WHAT TO PRODUCE: Count how many lines in the following data hold the word "small". Your answer is the number and nothing else.

PROVIDED DATA:

========

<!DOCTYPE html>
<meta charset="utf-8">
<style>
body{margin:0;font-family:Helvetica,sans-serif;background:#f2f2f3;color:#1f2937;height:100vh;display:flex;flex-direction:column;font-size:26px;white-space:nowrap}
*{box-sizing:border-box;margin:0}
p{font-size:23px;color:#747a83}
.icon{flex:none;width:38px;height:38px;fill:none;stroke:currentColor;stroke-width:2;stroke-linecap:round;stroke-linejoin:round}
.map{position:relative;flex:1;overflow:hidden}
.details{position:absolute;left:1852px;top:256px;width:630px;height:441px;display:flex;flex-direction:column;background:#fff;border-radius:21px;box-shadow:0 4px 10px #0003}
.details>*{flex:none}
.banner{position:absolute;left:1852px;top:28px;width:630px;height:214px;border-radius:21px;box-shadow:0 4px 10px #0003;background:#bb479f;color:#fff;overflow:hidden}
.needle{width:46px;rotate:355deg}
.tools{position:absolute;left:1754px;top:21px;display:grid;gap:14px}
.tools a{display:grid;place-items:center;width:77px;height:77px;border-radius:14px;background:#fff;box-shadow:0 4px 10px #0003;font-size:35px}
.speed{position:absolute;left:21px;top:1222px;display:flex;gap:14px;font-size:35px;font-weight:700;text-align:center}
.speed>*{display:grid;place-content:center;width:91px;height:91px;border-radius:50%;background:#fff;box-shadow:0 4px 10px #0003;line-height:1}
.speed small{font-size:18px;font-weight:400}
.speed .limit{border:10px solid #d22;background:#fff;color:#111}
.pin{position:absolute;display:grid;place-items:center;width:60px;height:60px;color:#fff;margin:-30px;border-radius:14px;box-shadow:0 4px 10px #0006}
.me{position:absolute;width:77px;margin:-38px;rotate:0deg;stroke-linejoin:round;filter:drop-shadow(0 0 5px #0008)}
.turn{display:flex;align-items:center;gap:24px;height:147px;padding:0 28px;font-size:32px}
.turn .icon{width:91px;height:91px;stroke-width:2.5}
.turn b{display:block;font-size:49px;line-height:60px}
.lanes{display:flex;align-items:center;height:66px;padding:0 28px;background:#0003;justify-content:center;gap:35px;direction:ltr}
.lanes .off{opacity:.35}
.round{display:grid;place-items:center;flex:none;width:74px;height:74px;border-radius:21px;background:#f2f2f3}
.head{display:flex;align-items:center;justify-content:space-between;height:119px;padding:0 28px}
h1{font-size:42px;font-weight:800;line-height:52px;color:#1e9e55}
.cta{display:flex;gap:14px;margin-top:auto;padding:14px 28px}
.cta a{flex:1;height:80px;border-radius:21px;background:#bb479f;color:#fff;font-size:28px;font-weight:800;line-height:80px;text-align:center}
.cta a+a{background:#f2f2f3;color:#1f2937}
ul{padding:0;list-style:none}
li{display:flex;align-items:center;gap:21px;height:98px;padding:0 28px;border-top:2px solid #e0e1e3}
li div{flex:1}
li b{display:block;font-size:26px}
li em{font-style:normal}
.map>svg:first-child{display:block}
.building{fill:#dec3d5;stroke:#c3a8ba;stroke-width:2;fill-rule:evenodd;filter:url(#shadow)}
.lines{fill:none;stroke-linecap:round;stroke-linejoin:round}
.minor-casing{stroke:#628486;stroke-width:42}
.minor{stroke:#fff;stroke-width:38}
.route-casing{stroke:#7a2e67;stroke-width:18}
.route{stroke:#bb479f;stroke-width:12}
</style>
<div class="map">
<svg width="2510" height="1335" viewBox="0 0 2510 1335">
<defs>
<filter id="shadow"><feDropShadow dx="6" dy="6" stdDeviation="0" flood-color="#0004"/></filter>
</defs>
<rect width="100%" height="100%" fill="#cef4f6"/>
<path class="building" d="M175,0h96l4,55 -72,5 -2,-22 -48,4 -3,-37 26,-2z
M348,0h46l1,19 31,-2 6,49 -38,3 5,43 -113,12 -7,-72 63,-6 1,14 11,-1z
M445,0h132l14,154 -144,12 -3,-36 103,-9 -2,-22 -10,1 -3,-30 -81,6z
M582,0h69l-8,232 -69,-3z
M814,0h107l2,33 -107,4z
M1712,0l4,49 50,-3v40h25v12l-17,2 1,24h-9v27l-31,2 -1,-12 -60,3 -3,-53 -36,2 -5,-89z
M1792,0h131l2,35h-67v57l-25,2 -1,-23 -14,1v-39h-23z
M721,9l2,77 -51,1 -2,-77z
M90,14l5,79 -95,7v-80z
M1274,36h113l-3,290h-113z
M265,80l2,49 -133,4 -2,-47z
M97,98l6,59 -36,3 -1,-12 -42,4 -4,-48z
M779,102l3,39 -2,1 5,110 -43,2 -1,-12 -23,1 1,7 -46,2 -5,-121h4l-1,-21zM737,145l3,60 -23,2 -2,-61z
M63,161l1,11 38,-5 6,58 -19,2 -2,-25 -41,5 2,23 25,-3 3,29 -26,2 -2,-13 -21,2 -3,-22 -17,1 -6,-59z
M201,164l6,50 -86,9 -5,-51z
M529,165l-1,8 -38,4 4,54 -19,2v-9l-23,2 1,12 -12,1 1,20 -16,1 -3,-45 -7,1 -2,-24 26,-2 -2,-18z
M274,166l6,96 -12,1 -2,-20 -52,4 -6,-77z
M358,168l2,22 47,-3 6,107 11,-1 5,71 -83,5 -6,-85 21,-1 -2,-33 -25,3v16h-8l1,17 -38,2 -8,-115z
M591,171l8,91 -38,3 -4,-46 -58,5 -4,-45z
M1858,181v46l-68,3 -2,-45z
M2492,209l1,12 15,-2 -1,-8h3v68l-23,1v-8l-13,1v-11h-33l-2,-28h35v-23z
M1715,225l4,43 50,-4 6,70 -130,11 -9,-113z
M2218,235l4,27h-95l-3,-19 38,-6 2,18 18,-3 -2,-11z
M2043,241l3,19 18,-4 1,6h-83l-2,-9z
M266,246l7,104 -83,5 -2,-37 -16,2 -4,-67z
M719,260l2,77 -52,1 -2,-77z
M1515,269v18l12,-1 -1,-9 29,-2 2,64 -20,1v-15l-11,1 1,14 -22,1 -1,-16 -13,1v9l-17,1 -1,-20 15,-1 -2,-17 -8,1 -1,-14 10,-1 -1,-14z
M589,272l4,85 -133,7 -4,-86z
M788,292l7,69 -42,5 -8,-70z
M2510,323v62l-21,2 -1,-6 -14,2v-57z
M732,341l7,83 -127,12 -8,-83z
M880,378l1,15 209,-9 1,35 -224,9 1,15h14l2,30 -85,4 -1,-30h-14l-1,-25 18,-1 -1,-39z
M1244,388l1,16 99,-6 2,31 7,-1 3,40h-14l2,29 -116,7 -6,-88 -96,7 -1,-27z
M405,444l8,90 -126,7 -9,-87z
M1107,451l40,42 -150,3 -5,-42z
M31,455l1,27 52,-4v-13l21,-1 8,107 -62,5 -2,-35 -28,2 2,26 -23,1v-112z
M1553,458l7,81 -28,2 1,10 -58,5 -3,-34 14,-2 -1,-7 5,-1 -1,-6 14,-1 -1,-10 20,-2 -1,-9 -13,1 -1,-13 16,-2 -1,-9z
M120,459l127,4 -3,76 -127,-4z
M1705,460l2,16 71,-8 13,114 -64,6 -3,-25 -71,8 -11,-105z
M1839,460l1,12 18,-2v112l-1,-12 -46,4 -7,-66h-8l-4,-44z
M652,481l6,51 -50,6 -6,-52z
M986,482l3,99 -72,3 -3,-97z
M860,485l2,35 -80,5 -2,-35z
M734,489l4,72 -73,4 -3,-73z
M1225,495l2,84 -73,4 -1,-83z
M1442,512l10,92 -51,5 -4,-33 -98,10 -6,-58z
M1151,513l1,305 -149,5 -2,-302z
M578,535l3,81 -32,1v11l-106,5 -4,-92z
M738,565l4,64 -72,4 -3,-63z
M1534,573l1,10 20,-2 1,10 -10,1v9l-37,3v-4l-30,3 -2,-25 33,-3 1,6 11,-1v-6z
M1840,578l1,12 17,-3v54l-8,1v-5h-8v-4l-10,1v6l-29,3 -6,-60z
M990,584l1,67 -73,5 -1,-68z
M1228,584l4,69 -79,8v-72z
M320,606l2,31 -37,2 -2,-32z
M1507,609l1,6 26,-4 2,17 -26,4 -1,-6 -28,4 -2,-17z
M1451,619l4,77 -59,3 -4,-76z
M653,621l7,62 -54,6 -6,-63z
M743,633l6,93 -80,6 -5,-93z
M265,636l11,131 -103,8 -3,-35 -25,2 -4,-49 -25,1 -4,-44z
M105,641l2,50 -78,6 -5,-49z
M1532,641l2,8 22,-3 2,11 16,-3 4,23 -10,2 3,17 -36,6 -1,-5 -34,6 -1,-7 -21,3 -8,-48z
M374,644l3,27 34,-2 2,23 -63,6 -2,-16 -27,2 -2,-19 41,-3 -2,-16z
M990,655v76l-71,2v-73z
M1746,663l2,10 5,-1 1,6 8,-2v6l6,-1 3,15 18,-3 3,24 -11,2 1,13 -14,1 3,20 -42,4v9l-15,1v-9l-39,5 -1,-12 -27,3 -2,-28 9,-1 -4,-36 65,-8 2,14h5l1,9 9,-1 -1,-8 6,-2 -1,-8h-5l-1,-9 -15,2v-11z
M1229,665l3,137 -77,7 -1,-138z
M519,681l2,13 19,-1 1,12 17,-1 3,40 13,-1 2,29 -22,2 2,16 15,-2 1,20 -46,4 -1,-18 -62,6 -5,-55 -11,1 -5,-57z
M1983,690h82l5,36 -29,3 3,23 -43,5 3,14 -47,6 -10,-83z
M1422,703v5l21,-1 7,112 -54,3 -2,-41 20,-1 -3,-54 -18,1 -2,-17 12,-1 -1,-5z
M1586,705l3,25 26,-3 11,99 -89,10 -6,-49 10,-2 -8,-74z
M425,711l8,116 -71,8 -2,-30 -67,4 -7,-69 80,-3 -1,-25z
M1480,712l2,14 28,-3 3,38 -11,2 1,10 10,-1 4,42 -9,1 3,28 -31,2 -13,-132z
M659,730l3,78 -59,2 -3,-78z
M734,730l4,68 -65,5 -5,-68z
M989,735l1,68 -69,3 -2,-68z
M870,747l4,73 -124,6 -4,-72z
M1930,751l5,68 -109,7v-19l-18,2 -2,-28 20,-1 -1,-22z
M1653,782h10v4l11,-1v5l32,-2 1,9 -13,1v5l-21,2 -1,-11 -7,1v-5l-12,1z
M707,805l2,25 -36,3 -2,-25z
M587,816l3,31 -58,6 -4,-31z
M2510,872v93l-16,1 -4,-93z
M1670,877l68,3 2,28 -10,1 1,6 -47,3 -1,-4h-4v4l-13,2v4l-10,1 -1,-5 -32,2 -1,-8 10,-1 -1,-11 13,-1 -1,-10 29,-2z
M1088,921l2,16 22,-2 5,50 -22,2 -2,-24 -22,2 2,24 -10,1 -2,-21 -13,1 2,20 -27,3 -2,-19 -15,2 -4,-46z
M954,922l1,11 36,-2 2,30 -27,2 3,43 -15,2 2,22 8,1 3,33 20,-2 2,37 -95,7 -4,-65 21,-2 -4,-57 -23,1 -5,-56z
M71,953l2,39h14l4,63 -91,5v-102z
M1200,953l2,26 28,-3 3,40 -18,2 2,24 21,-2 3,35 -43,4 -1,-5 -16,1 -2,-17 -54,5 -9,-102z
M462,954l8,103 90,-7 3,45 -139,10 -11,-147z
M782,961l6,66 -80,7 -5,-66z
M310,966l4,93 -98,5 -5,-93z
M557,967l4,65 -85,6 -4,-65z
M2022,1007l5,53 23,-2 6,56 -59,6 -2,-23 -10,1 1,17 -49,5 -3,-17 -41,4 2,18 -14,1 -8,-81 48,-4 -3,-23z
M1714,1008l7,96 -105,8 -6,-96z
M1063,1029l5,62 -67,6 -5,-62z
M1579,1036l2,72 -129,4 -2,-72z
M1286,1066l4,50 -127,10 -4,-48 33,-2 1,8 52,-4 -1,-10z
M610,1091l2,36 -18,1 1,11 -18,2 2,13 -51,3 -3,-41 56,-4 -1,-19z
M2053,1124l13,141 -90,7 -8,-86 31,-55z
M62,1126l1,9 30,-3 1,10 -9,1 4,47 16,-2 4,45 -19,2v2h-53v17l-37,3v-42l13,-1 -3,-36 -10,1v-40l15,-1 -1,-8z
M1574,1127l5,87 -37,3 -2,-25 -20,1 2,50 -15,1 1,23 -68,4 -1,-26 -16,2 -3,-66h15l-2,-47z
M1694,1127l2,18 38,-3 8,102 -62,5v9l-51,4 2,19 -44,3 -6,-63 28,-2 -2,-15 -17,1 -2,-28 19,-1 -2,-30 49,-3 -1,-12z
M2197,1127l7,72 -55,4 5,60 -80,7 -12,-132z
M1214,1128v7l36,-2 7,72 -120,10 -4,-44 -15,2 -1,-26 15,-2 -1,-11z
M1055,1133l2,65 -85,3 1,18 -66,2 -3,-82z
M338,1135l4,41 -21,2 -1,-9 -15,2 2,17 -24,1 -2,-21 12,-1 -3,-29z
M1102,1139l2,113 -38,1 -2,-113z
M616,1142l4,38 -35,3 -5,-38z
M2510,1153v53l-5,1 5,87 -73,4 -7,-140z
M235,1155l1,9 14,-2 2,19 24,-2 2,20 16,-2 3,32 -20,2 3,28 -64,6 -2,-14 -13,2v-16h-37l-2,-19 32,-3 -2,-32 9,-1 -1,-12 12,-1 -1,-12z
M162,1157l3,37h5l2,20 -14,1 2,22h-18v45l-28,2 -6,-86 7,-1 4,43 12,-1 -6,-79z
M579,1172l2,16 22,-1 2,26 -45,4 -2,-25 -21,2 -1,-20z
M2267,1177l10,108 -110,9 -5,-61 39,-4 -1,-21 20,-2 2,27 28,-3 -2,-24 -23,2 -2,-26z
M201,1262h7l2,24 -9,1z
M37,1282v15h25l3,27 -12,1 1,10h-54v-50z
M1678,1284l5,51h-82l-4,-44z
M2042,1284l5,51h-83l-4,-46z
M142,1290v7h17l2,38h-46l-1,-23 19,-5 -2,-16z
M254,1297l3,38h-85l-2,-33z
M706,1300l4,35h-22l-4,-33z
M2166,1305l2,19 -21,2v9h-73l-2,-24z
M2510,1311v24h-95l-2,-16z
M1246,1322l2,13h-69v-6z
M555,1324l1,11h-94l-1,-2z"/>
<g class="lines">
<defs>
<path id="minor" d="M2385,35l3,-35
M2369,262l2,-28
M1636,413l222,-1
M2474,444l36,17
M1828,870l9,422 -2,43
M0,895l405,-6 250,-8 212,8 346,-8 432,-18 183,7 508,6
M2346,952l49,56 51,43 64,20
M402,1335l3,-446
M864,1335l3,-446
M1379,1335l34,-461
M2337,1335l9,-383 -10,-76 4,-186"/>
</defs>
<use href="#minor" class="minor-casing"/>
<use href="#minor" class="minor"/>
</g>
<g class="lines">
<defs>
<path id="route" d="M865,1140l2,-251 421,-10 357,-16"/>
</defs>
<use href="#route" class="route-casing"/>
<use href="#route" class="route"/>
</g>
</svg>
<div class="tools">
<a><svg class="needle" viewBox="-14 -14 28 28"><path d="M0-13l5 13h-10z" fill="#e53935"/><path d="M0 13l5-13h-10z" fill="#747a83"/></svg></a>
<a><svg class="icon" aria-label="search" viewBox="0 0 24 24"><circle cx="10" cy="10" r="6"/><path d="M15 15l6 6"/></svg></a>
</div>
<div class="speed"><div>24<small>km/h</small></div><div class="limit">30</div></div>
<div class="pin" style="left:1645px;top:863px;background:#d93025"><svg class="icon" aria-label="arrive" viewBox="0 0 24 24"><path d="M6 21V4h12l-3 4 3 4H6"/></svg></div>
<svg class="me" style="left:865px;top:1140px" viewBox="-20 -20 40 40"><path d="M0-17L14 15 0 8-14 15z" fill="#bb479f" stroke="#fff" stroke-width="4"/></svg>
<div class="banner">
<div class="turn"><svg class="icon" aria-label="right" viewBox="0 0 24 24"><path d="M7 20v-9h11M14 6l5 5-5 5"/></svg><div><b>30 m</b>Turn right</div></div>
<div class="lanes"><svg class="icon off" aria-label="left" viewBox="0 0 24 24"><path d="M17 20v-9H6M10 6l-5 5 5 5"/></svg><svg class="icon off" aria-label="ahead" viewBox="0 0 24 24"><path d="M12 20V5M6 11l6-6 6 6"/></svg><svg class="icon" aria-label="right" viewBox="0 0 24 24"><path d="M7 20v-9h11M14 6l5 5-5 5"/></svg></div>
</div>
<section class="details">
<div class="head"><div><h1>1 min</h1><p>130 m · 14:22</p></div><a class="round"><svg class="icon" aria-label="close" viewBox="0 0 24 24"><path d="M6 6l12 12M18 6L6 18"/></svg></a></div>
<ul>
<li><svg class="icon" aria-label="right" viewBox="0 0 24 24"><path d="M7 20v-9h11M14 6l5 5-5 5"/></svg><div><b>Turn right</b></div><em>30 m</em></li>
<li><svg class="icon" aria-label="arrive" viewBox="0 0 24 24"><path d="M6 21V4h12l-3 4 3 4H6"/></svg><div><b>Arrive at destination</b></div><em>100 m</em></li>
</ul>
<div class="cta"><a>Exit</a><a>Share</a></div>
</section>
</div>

========

COMPLETED TASK: 2